Figure 1 with 2 supplements
Atoh1-lineage parabrachial complex neurons are activated during chemochallenges but are not essential for neonatal survival.

(A) Schematic of Atoh1-expression cells in the developing brainstem (E14.5). Red area represents proliferating cells in the rhombic lip. Blue cells are postmitotic neurons in paramotor nuclei. (B) Schematic of neural populations in the brainstem respiratory circuitry. Red nuclei represent rhombic lip, Atoh1-lineage neurons important for respiratory control. Blue nuclei are Atoh1-lineage neurons in two paramotor nuclei. (C) Atoh1-lineage neurons (tdTomato+) in three sub compartments of the parabrachial complex (i) lateral parabrachial, (ii) medial parabrachial and (iii) Kölliker Fuse) express the neural activity marker cFos selectively after a one-hour-exposure to hypoxia (10% O2, balanced N2) or hypercapnia (5% CO2, 21% O2, balanced N2). (D) Atoh1::En1-CKO mice are born and survive in Mendelian ratios. (E) X-gal staining in En1Cre/+;Rosalsl-LacZ reporter allele, Atoh1LacZ/+ and Atoh1::En1-CKO E14.5 embryos to visualize En1Cre expression and Atoh1-lineage cells in the developing brain. (F) Serial sections of X-gal-stained brains at the level of the pons in Atoh1LacZ/+ and Atoh1::En1-CKO mice. No Atoh1-lineage pontine PBC neurons develop in Atoh1::En1-CKO mice at E14.5. (G) Stain for NK1R receptor that is highly expressed in Atoh1-lineage PBC neurons. Loss of NK1R expression in Atoh1::En1-CKO mice at P21. Abbreviations: PBC, parabrachial complex; ITR, intertrigeminal region; RTN, retrotrapezoid nucleus; rVRG, rostral ventral respiratory group; LRt, lateral reticular; preBötC, preBötzinger complex; v, trigeminal motor nucleus; vii, facial motor nucleus.

https://doi.org/10.7554/eLife.38455.003
Figure 1—figure supplement 1
Atoh1-lineage parabrachial complex neurons express specific markers.

(A) Some Atoh1-lineage PBC neurons express the substance P receptor NK1R (tdTomato+ cells in Atoh1Cre/+;Rosalsl-tdTomato/+ mice). (B) All Atoh1-lineage PBC neurons express the peptide calcitonin gene-related peptide (CGRP). (C) Some Atoh1-lineage PBC neurons express the peptide pituitary adenylate cyclase-activating peptide (PACAP). (D) Number of Atoh1-lineage PBC neurons overlapping with the respective markers. N is total number of cells counted from 3 to 4 mice per marker.

https://doi.org/10.7554/eLife.38455.004
Figure 1—figure supplement 2
Atoh1-lineage cerebellar neurons are not activated during chemochallenges.

(A) Atoh1::En1-CKO mice have a small cerebellum. (B) Atoh1-lineage in the dentate nucleus are not activated during chemochallenges. (C) Atoh1-lineage granule cells are not activated during chemochallenges.

https://doi.org/10.7554/eLife.38455.005
Figure 2 with 1 supplement
Atoh1::En1-CKO mice have many apneas causing irregular breathing rhythms that can be rescued by caffeine treatment in room air.

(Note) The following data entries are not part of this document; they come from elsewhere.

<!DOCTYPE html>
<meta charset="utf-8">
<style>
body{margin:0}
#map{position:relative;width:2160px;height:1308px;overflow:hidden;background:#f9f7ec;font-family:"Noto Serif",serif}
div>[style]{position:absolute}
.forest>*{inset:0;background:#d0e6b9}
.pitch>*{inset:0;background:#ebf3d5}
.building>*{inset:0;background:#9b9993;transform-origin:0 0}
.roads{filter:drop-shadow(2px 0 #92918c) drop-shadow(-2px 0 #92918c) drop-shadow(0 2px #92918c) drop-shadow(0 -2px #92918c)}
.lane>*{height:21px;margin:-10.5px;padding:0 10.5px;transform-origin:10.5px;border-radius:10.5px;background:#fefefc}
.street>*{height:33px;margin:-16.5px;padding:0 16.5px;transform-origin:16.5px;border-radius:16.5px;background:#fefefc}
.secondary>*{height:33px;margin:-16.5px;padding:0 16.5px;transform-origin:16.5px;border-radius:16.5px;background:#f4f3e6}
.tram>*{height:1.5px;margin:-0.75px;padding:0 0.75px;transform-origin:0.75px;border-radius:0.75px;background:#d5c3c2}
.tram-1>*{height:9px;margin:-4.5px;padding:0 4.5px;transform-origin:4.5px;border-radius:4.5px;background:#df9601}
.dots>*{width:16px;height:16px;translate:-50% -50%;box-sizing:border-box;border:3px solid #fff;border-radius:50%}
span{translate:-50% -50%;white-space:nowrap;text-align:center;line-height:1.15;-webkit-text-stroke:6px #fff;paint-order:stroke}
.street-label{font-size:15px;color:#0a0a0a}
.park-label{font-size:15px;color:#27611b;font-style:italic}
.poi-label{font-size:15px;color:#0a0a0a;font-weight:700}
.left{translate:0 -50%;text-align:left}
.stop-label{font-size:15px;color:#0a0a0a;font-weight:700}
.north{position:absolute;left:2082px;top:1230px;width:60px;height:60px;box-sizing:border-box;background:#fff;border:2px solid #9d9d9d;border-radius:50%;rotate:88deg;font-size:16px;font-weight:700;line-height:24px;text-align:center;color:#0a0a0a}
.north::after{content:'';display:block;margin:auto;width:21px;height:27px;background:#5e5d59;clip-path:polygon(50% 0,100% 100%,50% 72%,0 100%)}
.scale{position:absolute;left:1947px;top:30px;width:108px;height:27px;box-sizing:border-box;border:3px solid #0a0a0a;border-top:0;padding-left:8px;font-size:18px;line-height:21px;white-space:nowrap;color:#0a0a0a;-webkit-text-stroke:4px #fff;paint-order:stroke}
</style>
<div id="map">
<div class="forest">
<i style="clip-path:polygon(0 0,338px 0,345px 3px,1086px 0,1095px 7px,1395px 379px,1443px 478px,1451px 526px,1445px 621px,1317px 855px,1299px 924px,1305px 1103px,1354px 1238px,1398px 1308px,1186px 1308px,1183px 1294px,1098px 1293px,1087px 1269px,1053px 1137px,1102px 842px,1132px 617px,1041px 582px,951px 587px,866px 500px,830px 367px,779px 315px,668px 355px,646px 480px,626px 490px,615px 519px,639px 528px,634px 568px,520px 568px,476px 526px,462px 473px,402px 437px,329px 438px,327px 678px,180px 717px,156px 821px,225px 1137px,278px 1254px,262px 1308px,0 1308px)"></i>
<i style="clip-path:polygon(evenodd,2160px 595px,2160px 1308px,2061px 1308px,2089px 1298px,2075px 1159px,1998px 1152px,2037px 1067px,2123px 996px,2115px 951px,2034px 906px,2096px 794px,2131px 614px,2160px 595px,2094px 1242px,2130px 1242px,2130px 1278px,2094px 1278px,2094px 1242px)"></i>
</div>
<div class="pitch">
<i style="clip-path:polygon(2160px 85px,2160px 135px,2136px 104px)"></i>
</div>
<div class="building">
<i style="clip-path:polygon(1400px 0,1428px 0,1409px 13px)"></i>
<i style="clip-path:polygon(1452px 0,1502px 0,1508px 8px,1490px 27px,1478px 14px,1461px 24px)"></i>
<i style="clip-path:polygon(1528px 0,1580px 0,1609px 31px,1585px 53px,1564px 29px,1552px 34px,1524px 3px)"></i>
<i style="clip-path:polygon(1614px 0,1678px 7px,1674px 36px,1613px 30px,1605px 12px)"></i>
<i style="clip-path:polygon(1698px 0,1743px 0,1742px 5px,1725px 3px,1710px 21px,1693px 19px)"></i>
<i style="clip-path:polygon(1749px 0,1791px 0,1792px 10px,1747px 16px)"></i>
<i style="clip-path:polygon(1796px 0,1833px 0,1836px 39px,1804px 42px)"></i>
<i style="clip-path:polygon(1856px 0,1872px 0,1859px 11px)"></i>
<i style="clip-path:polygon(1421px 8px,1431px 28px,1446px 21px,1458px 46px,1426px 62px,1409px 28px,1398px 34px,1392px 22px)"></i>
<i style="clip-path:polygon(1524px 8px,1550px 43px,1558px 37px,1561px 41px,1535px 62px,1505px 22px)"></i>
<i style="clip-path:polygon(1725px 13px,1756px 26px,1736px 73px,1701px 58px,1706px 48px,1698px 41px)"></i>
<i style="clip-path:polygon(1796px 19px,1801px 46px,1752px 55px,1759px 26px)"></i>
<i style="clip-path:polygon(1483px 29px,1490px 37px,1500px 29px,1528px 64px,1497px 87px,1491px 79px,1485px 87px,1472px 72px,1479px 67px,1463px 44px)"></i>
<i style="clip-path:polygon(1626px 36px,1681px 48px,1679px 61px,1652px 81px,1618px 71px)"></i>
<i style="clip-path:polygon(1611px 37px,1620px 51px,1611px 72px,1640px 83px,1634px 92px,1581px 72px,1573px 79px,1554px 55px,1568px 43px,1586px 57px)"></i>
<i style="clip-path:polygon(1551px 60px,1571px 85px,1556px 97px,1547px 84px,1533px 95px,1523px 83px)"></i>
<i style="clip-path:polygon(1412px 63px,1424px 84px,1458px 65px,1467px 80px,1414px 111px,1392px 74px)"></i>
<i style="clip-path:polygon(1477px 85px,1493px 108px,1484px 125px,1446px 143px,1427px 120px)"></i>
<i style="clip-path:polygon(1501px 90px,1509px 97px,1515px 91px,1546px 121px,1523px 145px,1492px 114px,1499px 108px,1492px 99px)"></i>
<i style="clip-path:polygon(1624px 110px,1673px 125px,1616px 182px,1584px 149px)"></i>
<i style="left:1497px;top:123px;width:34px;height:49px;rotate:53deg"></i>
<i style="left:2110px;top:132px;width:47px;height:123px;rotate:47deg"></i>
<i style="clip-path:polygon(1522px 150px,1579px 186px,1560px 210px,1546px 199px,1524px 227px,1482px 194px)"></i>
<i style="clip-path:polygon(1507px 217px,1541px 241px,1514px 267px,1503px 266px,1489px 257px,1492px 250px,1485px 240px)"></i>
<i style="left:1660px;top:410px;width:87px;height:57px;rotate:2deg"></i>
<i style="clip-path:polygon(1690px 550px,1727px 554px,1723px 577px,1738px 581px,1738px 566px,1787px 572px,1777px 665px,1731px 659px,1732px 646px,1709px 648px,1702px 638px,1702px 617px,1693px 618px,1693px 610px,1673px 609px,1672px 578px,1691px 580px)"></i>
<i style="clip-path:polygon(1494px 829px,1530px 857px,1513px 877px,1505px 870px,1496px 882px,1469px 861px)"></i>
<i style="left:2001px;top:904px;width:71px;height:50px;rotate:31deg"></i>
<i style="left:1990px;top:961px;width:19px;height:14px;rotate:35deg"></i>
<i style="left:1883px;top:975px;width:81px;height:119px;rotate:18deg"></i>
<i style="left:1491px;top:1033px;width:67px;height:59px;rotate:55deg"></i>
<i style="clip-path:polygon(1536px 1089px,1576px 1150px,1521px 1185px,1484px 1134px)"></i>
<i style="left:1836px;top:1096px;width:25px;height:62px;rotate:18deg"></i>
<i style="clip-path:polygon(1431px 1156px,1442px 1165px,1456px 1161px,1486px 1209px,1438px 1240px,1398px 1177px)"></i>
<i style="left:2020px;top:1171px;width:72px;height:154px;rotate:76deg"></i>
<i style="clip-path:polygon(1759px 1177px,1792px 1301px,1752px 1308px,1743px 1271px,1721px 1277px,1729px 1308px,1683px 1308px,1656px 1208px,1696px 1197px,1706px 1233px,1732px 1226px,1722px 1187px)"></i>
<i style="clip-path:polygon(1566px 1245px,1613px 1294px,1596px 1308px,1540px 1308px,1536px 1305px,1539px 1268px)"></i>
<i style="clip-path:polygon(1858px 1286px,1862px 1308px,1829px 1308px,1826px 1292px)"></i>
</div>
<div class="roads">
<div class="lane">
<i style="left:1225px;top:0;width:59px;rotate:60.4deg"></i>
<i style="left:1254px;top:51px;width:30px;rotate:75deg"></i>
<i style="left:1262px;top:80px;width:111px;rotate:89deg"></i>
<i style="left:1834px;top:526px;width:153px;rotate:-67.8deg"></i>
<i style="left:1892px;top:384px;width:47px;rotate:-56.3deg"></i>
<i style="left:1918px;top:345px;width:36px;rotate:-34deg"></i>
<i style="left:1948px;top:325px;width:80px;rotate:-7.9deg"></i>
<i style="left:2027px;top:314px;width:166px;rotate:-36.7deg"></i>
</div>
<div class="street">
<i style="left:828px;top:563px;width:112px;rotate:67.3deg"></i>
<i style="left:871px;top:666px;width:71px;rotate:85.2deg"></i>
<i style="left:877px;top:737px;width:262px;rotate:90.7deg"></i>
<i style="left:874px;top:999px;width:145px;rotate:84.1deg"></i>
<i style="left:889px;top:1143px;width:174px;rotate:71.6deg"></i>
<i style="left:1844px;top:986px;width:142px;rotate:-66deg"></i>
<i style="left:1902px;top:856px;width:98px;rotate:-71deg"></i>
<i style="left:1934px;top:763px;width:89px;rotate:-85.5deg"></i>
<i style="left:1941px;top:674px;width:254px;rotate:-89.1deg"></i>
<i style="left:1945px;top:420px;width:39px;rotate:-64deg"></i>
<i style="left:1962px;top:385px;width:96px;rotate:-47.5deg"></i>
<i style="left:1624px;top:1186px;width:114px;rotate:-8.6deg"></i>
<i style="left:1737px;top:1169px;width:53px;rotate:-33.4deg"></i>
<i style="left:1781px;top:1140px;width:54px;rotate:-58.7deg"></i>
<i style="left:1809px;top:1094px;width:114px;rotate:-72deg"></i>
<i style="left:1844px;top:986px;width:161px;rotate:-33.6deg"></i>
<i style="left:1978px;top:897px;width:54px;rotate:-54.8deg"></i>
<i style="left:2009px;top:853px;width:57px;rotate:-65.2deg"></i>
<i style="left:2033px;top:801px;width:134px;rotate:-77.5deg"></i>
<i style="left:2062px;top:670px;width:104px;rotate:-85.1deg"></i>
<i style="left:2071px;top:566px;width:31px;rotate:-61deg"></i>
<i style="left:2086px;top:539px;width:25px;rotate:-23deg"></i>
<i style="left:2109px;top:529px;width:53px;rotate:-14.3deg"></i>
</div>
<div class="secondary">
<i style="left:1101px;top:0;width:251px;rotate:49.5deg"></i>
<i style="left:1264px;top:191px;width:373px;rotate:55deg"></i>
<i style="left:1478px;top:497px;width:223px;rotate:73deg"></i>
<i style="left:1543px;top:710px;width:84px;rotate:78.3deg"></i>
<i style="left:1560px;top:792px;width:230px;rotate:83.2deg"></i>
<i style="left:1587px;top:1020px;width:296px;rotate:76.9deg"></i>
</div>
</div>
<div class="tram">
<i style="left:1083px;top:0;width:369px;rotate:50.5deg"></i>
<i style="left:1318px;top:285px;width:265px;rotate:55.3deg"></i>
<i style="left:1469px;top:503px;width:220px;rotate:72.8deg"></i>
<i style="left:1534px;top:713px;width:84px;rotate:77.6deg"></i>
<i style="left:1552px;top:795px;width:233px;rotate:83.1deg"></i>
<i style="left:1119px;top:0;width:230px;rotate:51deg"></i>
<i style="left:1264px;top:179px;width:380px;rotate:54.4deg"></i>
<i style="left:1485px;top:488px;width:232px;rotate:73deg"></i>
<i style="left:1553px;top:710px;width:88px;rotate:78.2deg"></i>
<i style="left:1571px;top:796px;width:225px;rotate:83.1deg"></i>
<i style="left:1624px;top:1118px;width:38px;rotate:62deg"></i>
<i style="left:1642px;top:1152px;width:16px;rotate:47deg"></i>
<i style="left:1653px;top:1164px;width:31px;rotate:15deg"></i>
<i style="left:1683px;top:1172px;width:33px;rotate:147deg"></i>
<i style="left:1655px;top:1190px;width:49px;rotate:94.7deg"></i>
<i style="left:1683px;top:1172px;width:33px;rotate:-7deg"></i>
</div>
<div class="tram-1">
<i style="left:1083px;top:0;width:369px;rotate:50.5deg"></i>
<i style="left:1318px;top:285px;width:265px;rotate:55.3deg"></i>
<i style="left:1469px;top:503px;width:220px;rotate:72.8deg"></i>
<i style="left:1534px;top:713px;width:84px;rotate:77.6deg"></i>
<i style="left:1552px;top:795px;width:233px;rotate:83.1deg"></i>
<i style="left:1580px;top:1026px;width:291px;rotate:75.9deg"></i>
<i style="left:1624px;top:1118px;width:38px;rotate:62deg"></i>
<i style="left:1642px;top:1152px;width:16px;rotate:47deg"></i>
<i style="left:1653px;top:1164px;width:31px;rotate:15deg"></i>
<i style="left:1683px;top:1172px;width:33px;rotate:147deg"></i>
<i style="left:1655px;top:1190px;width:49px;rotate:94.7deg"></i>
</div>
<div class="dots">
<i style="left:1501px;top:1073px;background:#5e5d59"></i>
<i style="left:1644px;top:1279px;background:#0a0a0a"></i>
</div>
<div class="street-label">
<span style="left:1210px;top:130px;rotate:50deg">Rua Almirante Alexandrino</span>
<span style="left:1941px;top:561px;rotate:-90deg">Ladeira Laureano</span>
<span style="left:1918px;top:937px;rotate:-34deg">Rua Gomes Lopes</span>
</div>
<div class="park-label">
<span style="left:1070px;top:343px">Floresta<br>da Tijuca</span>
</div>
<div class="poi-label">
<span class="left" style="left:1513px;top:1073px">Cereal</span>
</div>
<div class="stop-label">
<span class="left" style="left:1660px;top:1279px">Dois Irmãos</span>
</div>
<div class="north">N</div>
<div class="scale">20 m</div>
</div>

(A) Representative plethysmography traces from a control and Atoh1::En1-CKO mouse. Example traces of apnea and sigh. (Bi) Atoh1::En1-CKO mice have more apneas following sighs and (Bii) spontaneous apneas per hour than control littermates. Caffeine treatment rescues apneas. (Biii) Atoh1::En1-CKO mice have more sighs per hour than control littermates, which was not be rescued by caffeine. (Biv) Atoh1::En1-CKO mice breathe more irregularly than control littermates, which can be rescued with caffeine treatment. Inter breath interval irregularity was defined as: absolute (breath length(n + 1) – breath length(n)/breath length(n). Significance was determined using a Two-way ANOVA (genotype*treatment), Tukey-Kramer post-hoc. *p<0.05. **p<0.01. ***p<0.001. ****p<0.0001. Error bars represent: mean ± SEM.

https://doi.org/10.7554/eLife.38455.006
Figure 2—source data 1

Raw plethysmography data room air recordings.

https://doi.org/10.7554/eLife.38455.008
Figure 2—figure supplement 1
Caffeine treatment has opposing effects on changes in respiratory rhythms and tidal volume between Atoh1::En1-CKO mice and control littermates.

There was no significant difference in (A) inspiration time (TI), (B) expiration time (TE), (C) Tidal volume (TV), (D) respiratory frequency (Vf), or (E) minute ventilation (VE) between Atoh1::En1-CKO mice and control littermates at baseline. Caffeine treatment caused a slight, but statistically significant, increase in TI (A) resulting in an increase in Vf in control mice (D), and, conversely, a decrease in TI (A) and increase in Vf in Atoh1::En1-CKO mice (D). Caffeine treatment also caused a decrease in TV in both control and Atoh1::En1-CKO mice (C), resulting in a decrease in VE in control mice but not in Atoh1::En1-CKO mice (E) due to the observed increase in Vf (D). Significance was determined using a Two-way ANOVA (genotype*treatment), Tukey-Kramer post-hoc. *p<0.05. **p<0.01. ***p<0.001. ****p<0.0001. Error bars represent mean ± SEM.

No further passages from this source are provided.